Digitally programmable low-voltage highly linear transconductor based on promising CMOS structure of differential difference current conveyor

Abstract A digitally programmable low-voltage highly linear transconductor (G m stage) realization, using a promising CMOS structure of differential difference current conveyor (DDCC) and a R-2R ladder network, is introduced in this paper. Thanks to the efficiency of the DDCC CMOS structure, the transconductor exhibits excellent linearity in a wide range of the input voltage and its transconductance value is digitally programmable by the use of a R-2R ladder network. The CMOS structure of the DDCC is based on the latest bulk-driven quasi-floating-gate technique and hence it is capable to work under low-voltage power supply of ±0.5 V and consumes 36 μW of power.
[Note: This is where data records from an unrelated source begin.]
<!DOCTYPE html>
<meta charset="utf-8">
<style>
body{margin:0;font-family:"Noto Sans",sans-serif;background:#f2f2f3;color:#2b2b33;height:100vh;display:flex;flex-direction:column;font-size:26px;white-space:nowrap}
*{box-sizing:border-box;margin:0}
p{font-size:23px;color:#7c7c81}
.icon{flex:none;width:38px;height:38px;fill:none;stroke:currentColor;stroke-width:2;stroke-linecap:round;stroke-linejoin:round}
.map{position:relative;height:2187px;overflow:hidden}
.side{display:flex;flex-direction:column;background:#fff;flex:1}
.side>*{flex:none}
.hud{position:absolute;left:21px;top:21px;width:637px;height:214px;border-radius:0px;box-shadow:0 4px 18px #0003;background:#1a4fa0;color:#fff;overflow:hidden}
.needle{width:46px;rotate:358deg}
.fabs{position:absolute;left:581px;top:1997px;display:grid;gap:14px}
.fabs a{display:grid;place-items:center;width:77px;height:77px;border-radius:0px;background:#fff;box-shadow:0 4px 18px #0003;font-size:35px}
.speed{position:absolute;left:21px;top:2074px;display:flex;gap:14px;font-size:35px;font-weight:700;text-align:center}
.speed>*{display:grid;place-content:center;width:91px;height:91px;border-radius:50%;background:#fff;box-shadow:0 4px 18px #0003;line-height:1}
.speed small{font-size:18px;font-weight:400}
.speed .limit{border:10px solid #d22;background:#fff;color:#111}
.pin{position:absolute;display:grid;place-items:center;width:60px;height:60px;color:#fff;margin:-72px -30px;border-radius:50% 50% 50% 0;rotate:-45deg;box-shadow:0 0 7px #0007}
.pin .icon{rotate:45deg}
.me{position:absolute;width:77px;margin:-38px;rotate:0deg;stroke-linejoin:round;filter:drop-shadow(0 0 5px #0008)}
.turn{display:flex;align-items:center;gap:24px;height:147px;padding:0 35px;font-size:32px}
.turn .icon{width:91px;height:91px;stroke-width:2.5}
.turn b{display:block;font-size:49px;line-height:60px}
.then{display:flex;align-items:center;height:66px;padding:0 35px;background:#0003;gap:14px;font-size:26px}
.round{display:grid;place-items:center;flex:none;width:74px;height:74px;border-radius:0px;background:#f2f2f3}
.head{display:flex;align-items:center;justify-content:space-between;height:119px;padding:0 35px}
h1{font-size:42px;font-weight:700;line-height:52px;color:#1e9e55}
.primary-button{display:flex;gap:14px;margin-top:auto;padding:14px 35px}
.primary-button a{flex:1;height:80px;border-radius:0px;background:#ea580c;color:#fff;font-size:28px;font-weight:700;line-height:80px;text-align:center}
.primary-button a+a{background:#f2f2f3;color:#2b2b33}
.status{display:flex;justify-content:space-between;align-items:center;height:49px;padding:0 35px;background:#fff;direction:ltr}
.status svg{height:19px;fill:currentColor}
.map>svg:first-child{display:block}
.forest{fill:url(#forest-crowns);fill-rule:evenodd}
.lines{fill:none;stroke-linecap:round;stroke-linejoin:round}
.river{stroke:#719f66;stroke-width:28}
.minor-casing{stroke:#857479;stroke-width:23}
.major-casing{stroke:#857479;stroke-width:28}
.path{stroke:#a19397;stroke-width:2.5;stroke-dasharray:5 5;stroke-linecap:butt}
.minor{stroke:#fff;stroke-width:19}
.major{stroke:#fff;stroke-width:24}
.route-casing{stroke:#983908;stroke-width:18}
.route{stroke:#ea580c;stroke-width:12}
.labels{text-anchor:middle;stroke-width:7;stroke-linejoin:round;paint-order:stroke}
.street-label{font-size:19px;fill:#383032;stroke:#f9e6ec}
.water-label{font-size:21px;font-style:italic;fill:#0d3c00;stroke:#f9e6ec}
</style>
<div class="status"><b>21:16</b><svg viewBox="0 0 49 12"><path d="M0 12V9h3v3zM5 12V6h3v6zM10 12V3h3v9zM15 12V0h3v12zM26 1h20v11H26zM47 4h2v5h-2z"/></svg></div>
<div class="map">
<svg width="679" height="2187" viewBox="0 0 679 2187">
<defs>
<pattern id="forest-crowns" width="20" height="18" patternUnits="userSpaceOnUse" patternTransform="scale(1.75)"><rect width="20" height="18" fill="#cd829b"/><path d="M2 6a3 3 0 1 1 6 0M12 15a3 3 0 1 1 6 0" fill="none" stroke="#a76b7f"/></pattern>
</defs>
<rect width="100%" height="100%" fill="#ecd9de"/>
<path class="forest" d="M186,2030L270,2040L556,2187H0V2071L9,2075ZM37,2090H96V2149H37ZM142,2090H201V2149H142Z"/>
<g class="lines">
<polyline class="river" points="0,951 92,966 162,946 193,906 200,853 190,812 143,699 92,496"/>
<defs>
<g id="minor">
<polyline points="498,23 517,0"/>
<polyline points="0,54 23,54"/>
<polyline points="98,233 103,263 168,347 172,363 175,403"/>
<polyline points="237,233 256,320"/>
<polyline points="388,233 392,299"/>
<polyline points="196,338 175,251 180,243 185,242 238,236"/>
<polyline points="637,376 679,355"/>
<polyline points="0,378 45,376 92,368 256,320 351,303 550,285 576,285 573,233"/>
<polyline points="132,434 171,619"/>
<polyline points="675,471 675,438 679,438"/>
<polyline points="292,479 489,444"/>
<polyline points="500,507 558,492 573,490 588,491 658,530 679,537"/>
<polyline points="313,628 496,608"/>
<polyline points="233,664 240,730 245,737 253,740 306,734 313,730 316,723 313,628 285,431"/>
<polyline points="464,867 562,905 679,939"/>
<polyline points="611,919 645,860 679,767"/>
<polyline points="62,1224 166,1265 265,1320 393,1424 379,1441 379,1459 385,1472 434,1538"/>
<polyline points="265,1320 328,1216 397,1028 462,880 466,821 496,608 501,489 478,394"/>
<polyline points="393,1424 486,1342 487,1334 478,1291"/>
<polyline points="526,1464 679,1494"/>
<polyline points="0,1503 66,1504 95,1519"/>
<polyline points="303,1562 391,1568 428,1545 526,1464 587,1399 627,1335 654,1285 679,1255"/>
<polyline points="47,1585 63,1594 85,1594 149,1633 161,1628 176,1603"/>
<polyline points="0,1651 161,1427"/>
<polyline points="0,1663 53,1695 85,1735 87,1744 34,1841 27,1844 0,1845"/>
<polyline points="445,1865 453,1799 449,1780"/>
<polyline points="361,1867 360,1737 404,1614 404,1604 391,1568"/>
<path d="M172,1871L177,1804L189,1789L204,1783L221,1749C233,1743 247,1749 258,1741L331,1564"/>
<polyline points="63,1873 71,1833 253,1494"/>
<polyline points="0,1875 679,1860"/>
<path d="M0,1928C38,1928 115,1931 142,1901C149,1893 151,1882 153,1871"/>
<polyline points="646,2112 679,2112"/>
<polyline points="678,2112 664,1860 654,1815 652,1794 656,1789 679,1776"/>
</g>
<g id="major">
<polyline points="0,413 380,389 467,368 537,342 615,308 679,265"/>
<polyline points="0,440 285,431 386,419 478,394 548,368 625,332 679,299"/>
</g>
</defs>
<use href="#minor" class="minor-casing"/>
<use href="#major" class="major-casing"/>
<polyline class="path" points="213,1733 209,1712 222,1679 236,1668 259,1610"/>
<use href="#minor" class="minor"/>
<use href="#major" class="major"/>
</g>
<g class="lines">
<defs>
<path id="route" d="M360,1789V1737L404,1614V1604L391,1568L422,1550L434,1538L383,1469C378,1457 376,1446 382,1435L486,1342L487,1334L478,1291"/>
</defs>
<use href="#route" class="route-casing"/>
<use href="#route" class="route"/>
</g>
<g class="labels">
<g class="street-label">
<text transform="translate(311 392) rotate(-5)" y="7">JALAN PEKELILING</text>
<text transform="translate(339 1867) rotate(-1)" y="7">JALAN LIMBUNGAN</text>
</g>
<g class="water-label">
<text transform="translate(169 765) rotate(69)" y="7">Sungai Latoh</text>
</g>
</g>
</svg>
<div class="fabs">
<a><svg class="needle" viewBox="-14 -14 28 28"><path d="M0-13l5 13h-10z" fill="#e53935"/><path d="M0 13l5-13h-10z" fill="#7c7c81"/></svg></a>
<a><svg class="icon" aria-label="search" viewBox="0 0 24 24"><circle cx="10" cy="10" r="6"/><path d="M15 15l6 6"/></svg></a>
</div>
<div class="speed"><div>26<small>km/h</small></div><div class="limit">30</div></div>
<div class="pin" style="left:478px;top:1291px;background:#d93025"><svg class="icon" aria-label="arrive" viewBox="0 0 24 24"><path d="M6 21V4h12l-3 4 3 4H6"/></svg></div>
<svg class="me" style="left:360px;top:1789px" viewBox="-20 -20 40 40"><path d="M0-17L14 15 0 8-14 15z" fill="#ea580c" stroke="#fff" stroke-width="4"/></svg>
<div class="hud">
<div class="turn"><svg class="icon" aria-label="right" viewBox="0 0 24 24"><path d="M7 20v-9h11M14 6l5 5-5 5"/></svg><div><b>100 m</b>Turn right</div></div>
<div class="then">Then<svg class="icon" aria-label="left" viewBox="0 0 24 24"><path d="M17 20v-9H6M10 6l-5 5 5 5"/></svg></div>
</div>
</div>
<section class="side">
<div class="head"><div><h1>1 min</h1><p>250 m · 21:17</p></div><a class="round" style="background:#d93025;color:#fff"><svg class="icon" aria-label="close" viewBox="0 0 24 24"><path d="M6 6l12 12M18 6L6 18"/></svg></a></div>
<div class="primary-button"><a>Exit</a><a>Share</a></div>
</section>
The differential input MOS transistor pairs of the proposed structure are simultaneously driven from bulk and quasi-floating-gate terminals; this leads to an increased value of the voltage gain, bandwidth, and input common-mode voltage range. The last one is the main benefit of this structure in comparison to already existing solutions. The proposed CMOS structure of the DDCC was designed and fabricated using 0.35 μm CMOS AMIS process with total chip area 213 μm × 266 μm. As an application example, a digitally programmable universal filter using three DDCCs and two grounded capacitors is presented.